For the study, three researchers sent faculty members letters (as would-be grad students), expressing interest in talking about research opportunities in the program, becoming a graduate student and learning about the professor’s work. The letters asked for a 10-minute discussion. The letters were identical in every way except for the names of the fictional people sending them (see text at bottom of article).

The study tested names to make sure that most people would associate certain mixes of gender and ethnicity with them. So for example, Brad Anderson was one of those used for white males. Keisha Thomas was used for black females. Raj Singh was one of the names for an Indian male. Mei Chen a Chinese female. Juanita Martinez a Hispanic female.

Then the professors analyzed the response rates for different types of names, and by different categories of academics — by disciplinary groupings and the public or private status of the program. (The authors of the study are Katherine L. Milkman of the Wharton School at the University of Pennsylvania, Modupe Akinola of the business school of Columbia University, and Dolly Chugh of the business school of New York University.)

The table that follows shows the percentage of fictional students who received a response from professors, grouped by discipline. Only in the fine arts were white men less likely to receive a response. The table is in the order of magnitude of the gap in disciplinary responses:

Discipline % Responding to Women and Minorities % Responding to White Men
Business 62% 87%
Education 65% 86%
Human services 71% 89%
Health services 57% 71%
Engineering and computer science 59% 72%
Life sciences 61% 72%
Natural and physical sciences and mathematics 64% 73%
Social sciences 68% 75%
Humanities 75% 80%
Fine arts 73% 62%

While business has the largest gap in response rate and is a field in which the share of female faculty members has been relatively small, education has nearly as large a gap, and that field has many female faculty members. Over all, the study found no relationship in the percentage of women in a discipline and the different response rates for men and women.

Humanities professors, who had a relatively small 5 percentage point gender gap in their response rates, answered 75 percent of the letters from those who were not portrayed as white men, the largest percentage in the study.

The study then compared the response rates for the different groups of individuals who were not white men, looking at public and private differences.

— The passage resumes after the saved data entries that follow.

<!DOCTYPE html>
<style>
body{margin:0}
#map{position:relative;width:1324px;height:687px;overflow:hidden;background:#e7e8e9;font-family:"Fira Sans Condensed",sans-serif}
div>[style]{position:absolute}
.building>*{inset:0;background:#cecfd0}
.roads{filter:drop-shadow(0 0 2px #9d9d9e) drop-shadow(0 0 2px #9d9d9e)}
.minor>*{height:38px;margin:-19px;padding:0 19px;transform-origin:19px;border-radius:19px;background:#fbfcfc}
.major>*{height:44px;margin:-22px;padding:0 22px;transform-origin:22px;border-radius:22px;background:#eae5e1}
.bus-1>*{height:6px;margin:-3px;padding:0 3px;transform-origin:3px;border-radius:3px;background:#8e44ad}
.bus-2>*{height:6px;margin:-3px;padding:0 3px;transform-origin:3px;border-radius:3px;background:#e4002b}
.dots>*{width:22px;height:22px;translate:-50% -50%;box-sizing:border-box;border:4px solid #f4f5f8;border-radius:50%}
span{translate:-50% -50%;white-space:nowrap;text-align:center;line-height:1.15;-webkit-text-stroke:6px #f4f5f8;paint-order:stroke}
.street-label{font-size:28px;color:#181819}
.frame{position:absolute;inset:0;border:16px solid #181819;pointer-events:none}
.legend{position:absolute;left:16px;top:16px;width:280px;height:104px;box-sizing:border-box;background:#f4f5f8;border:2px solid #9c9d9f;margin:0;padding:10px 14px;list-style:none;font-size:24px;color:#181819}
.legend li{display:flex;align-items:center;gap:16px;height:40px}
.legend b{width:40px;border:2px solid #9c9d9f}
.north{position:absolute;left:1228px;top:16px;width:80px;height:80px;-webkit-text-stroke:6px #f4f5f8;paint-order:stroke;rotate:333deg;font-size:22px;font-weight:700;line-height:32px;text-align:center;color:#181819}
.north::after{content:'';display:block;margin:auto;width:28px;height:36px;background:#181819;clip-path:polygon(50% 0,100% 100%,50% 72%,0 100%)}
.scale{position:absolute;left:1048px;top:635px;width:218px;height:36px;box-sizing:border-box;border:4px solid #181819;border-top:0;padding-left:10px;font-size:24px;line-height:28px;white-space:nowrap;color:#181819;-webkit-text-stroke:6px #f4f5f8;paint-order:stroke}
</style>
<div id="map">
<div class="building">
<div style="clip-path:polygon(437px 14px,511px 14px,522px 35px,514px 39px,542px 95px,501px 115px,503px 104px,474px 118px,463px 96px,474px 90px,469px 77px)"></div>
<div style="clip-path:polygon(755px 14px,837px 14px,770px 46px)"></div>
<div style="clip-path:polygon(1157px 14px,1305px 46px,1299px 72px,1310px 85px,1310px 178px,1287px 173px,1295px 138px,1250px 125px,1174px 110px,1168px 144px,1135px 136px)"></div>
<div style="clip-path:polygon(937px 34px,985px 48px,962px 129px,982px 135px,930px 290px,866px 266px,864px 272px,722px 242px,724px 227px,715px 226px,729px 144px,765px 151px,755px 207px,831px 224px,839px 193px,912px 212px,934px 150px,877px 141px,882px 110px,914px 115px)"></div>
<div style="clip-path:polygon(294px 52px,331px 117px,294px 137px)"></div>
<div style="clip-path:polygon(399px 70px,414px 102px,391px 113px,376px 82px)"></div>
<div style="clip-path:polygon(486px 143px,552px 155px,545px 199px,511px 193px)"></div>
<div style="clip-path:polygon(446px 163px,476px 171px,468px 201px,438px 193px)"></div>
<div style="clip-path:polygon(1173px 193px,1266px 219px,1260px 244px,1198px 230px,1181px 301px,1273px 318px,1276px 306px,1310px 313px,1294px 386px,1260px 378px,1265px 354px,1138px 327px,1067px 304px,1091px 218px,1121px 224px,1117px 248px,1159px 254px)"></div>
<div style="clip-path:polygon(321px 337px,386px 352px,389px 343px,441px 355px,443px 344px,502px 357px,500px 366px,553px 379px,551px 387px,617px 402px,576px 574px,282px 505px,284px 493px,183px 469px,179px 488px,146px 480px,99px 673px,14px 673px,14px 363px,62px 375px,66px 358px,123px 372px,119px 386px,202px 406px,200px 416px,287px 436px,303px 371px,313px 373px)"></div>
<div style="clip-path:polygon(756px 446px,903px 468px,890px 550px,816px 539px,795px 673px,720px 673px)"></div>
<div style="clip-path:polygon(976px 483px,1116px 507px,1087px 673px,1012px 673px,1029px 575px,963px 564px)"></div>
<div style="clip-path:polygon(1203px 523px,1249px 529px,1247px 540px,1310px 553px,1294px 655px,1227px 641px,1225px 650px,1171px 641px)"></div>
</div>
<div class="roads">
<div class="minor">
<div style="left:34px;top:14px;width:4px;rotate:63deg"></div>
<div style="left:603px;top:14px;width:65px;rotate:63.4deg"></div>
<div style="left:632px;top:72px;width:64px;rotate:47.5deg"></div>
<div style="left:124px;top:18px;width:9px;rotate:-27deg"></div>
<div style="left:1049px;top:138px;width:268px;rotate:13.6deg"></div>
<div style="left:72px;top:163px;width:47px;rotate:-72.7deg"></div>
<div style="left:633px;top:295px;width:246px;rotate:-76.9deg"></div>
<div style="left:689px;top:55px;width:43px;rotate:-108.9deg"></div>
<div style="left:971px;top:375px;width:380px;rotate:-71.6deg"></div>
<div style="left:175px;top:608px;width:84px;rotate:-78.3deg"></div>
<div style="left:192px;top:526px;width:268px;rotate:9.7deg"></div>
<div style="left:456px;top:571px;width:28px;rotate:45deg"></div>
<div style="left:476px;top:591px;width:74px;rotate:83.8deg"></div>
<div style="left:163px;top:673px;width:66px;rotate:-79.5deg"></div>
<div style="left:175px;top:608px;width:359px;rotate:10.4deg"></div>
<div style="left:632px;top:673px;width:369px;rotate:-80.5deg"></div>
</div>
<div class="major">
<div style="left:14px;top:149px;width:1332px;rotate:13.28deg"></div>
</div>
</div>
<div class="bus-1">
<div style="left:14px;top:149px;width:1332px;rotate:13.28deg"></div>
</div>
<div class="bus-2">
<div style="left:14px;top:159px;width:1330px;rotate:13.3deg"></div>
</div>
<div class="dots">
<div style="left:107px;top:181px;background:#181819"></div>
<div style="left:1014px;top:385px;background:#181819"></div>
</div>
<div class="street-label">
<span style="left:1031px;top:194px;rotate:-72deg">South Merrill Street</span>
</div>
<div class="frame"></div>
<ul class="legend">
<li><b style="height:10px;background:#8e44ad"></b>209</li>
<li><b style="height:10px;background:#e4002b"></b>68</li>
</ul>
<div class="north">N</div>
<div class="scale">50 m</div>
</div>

In every category, faculty members at public institutions were more likely than those at private colleges to respond to those who were not white men. In fact, for Hispanic females, public college and university faculty members were more likely to respond than they were to white men.

Over all, the public/private difference was significant. For white women, there was a gap of only 1 percentage point in the response rates from public college faculty members, but the gap was 9 percentage points for private college faculty members.

The biggest gaps were for several groups with names suggesting that the letter-writers were Asian. There was a 29 percentage point gap at private colleges and universities in the response rate to white men and Chinese women. The next largest gap was a 21 percentage point gap in responses to those with an Indian male name, followed by a 19 percentage point gap for those with an Indian female name.